Be honest with yourself about the level of complexity you can achieve in the given amount of time. Don’t lose sight of your current skill level. You do want to push your skills as far as they can go, but don’t forget about the consequences of not balancing your efforts.
As the saying goes: Put 80% of your effort in the most important 20% and 20% of your effort in the remaining 80%. As you begin your project determine what is the most important 20% and commit the majority of your time to that. Be rational: do not become fixated on stuff no one is going to notice. For example, in the first year of Architecture School no one is going to notice if you draw doors with perfect detail, or if a room is 10 square meters instead of 9 square meters. What they will notice is your idea and your ability to communicate it.
Make a decision. When trying to come up with the idea behind your project, set a time limit for yourself and stick to it. The minute you hit the first promising idea – take it and run. You will need to reserve as much time as possible to develop and market it. You could have the best idea in the world, but if you reserved no time at all to progress it and present it successfully, it’s strength may be lost.
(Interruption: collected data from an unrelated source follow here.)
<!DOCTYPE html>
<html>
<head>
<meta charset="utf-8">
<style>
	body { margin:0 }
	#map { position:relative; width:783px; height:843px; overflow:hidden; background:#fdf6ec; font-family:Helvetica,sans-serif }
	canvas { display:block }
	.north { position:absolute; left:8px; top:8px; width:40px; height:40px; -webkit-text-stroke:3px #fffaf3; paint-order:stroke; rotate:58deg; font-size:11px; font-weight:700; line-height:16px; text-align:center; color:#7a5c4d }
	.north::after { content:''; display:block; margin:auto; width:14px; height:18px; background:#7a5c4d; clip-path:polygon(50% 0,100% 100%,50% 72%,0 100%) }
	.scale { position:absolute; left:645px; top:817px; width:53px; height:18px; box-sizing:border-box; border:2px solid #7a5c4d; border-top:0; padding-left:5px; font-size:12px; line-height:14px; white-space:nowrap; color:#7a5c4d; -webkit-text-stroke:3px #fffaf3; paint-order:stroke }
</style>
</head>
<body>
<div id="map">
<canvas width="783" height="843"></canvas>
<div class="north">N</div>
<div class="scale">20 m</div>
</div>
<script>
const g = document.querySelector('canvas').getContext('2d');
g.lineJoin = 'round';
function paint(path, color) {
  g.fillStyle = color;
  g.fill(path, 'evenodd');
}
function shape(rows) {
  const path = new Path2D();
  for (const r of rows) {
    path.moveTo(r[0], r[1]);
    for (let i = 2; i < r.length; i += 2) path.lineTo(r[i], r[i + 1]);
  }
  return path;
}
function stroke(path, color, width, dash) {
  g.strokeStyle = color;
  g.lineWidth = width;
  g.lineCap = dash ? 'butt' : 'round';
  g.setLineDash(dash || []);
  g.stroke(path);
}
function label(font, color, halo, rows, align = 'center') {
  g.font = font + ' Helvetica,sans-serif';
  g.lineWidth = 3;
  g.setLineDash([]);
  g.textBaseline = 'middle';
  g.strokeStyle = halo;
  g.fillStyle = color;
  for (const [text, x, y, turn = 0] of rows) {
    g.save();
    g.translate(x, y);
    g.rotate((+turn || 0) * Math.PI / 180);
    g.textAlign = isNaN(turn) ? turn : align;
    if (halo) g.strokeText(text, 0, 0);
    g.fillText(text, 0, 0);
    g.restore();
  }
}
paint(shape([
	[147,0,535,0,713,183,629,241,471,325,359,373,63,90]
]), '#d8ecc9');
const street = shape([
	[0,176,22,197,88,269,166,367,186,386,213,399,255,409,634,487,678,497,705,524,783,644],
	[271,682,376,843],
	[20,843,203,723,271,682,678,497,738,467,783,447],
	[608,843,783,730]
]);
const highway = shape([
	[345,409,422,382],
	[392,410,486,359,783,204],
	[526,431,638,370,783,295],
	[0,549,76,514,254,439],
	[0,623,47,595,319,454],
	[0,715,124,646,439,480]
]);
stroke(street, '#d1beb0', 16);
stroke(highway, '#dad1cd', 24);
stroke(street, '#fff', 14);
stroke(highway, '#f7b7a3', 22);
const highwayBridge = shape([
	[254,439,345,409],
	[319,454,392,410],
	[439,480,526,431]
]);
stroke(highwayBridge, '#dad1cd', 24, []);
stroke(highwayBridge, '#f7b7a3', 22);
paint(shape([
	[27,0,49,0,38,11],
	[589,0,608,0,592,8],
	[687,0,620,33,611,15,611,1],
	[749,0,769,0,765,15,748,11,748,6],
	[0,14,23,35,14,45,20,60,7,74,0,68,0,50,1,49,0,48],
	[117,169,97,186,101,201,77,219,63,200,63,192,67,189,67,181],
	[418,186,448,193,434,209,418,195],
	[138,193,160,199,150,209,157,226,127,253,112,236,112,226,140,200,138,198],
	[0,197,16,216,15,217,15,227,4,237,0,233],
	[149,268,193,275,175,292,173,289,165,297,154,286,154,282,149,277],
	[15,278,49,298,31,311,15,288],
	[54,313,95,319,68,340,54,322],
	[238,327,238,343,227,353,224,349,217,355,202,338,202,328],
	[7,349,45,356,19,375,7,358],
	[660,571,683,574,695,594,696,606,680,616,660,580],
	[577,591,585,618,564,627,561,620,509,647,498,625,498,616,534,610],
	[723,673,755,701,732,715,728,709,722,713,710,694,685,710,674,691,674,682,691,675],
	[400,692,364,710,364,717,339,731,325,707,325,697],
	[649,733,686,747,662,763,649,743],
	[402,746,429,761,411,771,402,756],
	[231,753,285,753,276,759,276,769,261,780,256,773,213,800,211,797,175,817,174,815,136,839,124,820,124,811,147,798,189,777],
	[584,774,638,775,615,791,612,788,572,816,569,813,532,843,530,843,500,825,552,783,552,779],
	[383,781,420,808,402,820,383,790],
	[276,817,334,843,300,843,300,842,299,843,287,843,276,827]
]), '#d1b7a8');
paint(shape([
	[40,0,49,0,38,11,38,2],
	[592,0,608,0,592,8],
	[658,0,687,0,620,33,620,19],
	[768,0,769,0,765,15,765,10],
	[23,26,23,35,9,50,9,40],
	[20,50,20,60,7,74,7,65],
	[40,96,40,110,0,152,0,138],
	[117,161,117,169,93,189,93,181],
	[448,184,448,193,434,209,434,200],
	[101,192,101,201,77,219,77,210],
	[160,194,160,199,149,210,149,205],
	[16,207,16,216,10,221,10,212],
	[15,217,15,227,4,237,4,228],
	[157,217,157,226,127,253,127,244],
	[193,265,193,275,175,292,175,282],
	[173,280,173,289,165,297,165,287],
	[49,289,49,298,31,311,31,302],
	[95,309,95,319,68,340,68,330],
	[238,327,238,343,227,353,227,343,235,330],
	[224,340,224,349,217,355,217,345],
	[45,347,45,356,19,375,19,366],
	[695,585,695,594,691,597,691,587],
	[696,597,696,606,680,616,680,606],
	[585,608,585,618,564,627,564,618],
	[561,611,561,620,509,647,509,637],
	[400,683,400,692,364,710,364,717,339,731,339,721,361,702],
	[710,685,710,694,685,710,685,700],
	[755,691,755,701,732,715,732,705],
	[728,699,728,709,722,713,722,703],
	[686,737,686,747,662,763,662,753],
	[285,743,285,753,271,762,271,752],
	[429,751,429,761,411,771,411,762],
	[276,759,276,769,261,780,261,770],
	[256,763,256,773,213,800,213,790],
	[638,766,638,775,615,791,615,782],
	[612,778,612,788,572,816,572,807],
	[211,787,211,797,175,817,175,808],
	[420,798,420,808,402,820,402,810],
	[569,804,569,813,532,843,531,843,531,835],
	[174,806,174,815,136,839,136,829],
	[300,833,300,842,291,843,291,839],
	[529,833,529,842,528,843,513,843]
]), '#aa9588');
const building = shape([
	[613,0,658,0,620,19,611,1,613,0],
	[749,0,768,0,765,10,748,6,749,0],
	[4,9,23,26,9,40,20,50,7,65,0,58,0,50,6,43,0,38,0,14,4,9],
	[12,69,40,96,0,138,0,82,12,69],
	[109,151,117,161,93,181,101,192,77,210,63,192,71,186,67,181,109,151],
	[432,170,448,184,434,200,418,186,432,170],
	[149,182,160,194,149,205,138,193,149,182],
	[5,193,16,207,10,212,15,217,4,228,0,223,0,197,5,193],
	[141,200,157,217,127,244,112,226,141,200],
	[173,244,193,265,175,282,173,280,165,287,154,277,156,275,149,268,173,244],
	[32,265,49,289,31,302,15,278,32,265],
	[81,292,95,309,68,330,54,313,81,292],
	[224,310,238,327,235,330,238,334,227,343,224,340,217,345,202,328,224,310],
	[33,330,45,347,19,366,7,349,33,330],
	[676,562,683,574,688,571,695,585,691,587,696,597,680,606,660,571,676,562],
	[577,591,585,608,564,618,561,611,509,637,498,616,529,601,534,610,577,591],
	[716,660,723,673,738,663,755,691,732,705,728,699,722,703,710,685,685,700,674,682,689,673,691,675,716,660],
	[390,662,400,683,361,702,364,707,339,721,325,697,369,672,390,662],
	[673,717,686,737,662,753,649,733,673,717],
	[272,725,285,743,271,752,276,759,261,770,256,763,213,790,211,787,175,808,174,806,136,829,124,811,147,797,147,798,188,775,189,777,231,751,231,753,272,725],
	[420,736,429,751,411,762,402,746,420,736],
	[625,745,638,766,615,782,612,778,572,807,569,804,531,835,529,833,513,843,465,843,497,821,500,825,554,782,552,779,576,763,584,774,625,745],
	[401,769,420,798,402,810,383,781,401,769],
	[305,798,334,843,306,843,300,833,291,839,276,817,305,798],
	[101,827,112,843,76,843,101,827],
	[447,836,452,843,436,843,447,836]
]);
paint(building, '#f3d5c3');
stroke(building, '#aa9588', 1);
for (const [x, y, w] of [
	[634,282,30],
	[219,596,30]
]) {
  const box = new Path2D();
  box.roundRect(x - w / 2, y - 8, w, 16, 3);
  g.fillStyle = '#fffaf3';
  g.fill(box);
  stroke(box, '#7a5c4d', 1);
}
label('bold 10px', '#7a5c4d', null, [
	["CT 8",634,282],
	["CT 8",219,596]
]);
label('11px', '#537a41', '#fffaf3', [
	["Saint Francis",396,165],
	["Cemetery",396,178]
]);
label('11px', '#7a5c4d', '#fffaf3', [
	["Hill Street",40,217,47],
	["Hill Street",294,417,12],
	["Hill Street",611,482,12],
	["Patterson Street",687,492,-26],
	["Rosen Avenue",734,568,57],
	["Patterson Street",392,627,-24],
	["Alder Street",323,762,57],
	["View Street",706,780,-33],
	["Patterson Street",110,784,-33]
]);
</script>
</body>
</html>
Be selective of the critic suggestions you incorporate. Throughout the course of the project you may have many crits where you will receive a lot of feedback. Be selective of what feedback you decide to incorporate in your project. Even if all of it is incredibly valuable you will only have time to make the most important changes.
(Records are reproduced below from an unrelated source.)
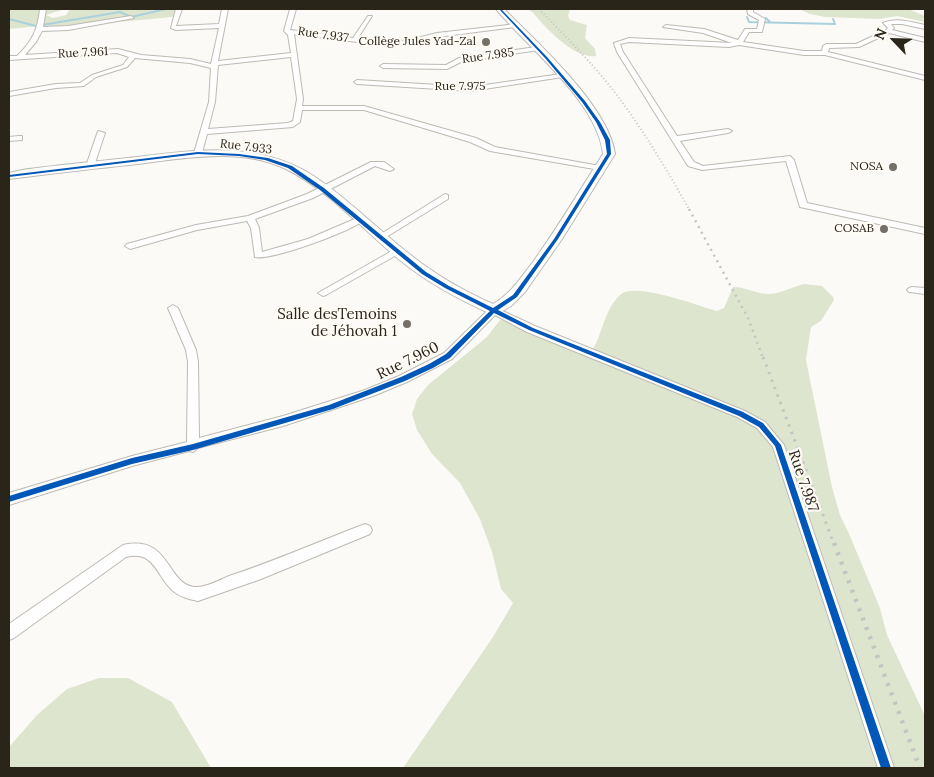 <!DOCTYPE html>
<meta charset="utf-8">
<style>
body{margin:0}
#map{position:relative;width:934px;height:777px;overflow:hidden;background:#fcfaf7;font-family:Lora,serif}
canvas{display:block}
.frame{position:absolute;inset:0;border:10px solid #2a2519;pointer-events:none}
.north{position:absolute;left:869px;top:15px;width:50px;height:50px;-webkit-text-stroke:4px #fefbf5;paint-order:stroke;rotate:294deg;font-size:14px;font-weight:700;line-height:20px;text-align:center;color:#2a2519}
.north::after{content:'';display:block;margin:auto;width:18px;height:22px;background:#2a2519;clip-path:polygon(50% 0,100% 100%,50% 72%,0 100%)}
</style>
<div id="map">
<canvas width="934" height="777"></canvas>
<div class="frame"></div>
<div class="north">N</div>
</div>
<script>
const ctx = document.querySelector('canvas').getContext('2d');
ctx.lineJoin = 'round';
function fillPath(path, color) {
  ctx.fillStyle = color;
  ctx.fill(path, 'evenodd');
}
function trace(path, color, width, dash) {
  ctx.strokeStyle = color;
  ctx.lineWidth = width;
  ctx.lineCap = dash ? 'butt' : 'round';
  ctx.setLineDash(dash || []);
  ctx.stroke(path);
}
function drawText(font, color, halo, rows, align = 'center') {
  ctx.font = font + ' Lora,serif';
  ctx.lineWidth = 4.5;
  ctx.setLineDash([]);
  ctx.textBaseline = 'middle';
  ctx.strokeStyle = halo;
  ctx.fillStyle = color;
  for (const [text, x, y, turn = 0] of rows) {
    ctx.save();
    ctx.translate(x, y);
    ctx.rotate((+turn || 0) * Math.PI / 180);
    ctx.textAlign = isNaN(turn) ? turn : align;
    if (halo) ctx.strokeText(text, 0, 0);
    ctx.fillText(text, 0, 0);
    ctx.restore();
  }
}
fillPath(new Path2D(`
 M 9,9 L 65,9 L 46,15 L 53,18 L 66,15 L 70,9 L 174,9 L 181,13 L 172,17 L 43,29 L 40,26 L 9,29 Z
 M 527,9 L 570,9 L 568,16 L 570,20 L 587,25 L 585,38 L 595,49 L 596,56 C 577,59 553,35 541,22 C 536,17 534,12 527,9 Z
 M 799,9 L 908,9 L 925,16 L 923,19 L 925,22 L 897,16 L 879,19 L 825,17 L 810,14 Z
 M 804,284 L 822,286 L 833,297 L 834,300 L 821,321 L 811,327 L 806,360 L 832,487 L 840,515 L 850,536 L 880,608 L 887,635 L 925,716 L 925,768 L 403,768 L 493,637 L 513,603 L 501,589 L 492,552 L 480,519 L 460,483 L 432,454 L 417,430 L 412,414 L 417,399 L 428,385 L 487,337 L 500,320 L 510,321 L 592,351 C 603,333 604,310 620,295 C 634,281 698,306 717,311 L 724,308 L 733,287 C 745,287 757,294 769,294 C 782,293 792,287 804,284 Z
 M 99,678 L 128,678 L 172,702 L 211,768 L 9,768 L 9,747 L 37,715 L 67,689 Z`), '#dee5ce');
trace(new Path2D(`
 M 647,9 L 666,9
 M 747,17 L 749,22 L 835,24 L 833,19
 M 766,18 L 770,22
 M 9,19 L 36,26 L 120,12 L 131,17 L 166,9`), '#a9d1dc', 2);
const street = new Path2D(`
 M 40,9 L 46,9 L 43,27 L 68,26 L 131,16 L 134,18 L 68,30 L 42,31 L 36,42 L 25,55 L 118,49 L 141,55 L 190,59 L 211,64 L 219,28 L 176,30 L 171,28 L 176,9 L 182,9 L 176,26 L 219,24 L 222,9 L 228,9 L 218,61 L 291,53 L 288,35 L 284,31 L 290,9 L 296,9 L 290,30 L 353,38 L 368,16 L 372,16 L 358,38 L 405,41 L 437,33 L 517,24 L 515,27 L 437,37 L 405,45 L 373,44 L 294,34 L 303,99 L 302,106 L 364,106 L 476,138 L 495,147 L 600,166 L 604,168 L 600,170 L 490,151 L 470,142 L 364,110 L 302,110 L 300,122 L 293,127 L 207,134 L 202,153 L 195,155 L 194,153 L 209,102 L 211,68 L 190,63 L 135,58 L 127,67 L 96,77 L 84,86 L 56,88 L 9,96 L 9,92 L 56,84 L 80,83 L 92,75 L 123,65 L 129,57 L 117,53 L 9,60 L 9,56 L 17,56 C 32,42 38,29 40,9 ZM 291,57 L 297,99 L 293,121 L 288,123 L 208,129 L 215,102 L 218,65 Z
 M 747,9 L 753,9 L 753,12 L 765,19 L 762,32 L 749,32 L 743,42 L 804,51 L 822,51 L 823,46 L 826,44 L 856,44 L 886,30 L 888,28 L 883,23 C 896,17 912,22 925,25 L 925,29 L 902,24 L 891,24 L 894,28 L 892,30 L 925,38 L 925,42 L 889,33 L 859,47 L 829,48 L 828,52 L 925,76 L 925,80 L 825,55 L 804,55 L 739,45 L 729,47 L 629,42 L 620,44 L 623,52 L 677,136 L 728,129 L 732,131 L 728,133 L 680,141 L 694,162 L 703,166 L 790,156 L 794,160 L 807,203 L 925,228 L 925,234 L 800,207 L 786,161 L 702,170 L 688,166 L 617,52 L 614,43 L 629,38 L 732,43 L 703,33 L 663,27 L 666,25 L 704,29 L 738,40 L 745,29 L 757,29 L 759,20 L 748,14 Z
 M 536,47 L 538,48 L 538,50 L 461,62 L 447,69 L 383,68 L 380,66 L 383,64 L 446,65 L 459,58 Z
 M 561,74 L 563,75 L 563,77 L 471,91 L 357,84 L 354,82 L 357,80 L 471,87 Z
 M 98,131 L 105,133 L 94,166 L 87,168 L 86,166 Z
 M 19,136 L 22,136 L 22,140 L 9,141 L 9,137 Z
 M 371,162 L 384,162 L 394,169 L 390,171 L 375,166 L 313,198 L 255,219 L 259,228 L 262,252 L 308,239 L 357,218 L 363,218 L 364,220 C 352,231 271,261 255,257 L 251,228 L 247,221 L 197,230 L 130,249 L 125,246 L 127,244 L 196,225 L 248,216 L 307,194 Z
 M 445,194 L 448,195 L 448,199 L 383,239 L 380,240 L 376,237 Z
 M 397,248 L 400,249 L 400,253 L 326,295 L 323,296 L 318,293 Z
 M 912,287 L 925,288 L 925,294 L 909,292 L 907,290 L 909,288 Z
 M 173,305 L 178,308 L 196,350 L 198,362 L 199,438 L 283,416 L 365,390 L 399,376 L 444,353 L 490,308 L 494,307 L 535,326 L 745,411 L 765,422 L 784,445 L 894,768 L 878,768 L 773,447 L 757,428 L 737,417 L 527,332 L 495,315 L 452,359 L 407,382 L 373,396 L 283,426 L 198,448 L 193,452 L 189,451 L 132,466 L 9,505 L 9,493 L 132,456 L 187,442 L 188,362 L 186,350 L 168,308 Z
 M 365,524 L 370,526 L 372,530 L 370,534 L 261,579 L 198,601 C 189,599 180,597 173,591 C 156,576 155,550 126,557 L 14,638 L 9,640 L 9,624 L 123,545 C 172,534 166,587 197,587 C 207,587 220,580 229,576 C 275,561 320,541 365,524 Z`);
const secondary = new Path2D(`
 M 496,9 L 504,9 C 538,43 609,107 615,154 L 562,239 L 525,292 L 511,306 L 499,313 L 489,313 C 458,299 428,283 401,261 C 364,231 330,191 286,169 C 239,146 179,159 129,165 C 89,169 49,174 9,179 L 9,173 L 22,170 C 57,165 92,162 128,158 C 190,151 255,139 312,175 C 348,198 378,230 412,256 C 437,276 464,291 493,304 C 511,294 521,277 533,262 C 558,227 580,190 603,154 C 598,102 528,48 496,9 Z`);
trace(street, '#bdbab3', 2);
trace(secondary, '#bdbab3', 2);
fillPath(street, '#fffefe');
fillPath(secondary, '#fffefe');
trace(new Path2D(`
 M 539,9 C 569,40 600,71 625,106 C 649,140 670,175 690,211`), '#c5c4c2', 2, [1, 2.5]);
trace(new Path2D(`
 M 689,209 L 748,318 L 763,358`), '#c5c4c2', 2.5, [2, 4.5]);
trace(new Path2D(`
 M 763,357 L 834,544`), '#c5c4c2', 3, [2.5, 5.5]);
trace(new Path2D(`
 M 834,543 L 920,768`), '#c5c4c2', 4.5, [3, 7]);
fillPath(new Path2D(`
 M 499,9 L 501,9 L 547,57 L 585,101 L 600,122 L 610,140 L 611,154 L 558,239 L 517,297 L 498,310 L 533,328 L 743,412 L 763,423 L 781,445 L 891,768 L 881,768 L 775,446 L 759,427 L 739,416 L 529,330 L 494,313 L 450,358 L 433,368 L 405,381 L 333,409 L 193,450 L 132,464 L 9,502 L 9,496 L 132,458 L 193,444 L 329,405 L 401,377 L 429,364 L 446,354 L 490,311 L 445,288 L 422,274 L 320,190 L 288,168 L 265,160 L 239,156 L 198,154 L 9,177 L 9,175 L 198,152 L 239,154 L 268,158 L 292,166 L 324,188 L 426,272 L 449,286 L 493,308 L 513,295 L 554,239 L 607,154 L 605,140 L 596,122 L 582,102 L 545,58 Z`), '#0057b8');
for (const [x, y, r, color] of [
 [486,42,5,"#747067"],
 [893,167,5,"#747067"],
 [884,229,5,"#747067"],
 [407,324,5,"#747067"]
]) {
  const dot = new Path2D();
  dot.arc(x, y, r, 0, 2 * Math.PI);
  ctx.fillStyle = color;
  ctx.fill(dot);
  trace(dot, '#fefbf5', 2);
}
drawText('12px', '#2a2519', '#fefbf5', [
 ["Rue 7.937",323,35,8],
 ["Rue 7.961",83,53,-3],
 ["Rue 7.985",488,56,-8],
 ["Rue 7.975",460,87],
 ["Rue 7.933",246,147,7]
]);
drawText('12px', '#2a2519', '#fefbf5', [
 ["Collège Jules Yad-Zal",476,42],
 ["NOSA",883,167],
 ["COSAB",874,229]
], 'right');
drawText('15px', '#2a2519', '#fefbf5', [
 ["Salle desTemoins",397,315],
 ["de Jéhovah 1",397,332]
], 'right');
drawText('15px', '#2a2519', '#fefbf5', [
 ["Rue 7.960",408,361,-26],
 ["Rue 7.987",803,481,71]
]);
</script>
Write a list. Keep track of tasks by creating lists. As you complete things you can scratch items off and quickly move on to the next task without having to waste time thinking about your next move. This comes in particularly handy when you are sleep deprived and struggling to think clearly.
Prioritize and conquer one thing at a time. When you make a list, write numbers indicating the priority of each task. This way you can be sure to conquer the most important tasks first. If you reach your deadline prior to completing all deliverables you can eliminate the tasks listed as last priority and rest assured you’ve completed the most important items.
Set time limits. Within your list, write the estimated time that each task should take to complete. Then, write the actual start and end times, so you know if you’re on track. In the longer term this helps improve upon knowing how long particular tasks take.
As long as you keep speed and productivity as one of your main focuses during each project, you will become faster. It may take a fair bit of time, considering you’re attempting to re-shape a fundamental part of your personality, but you will improve.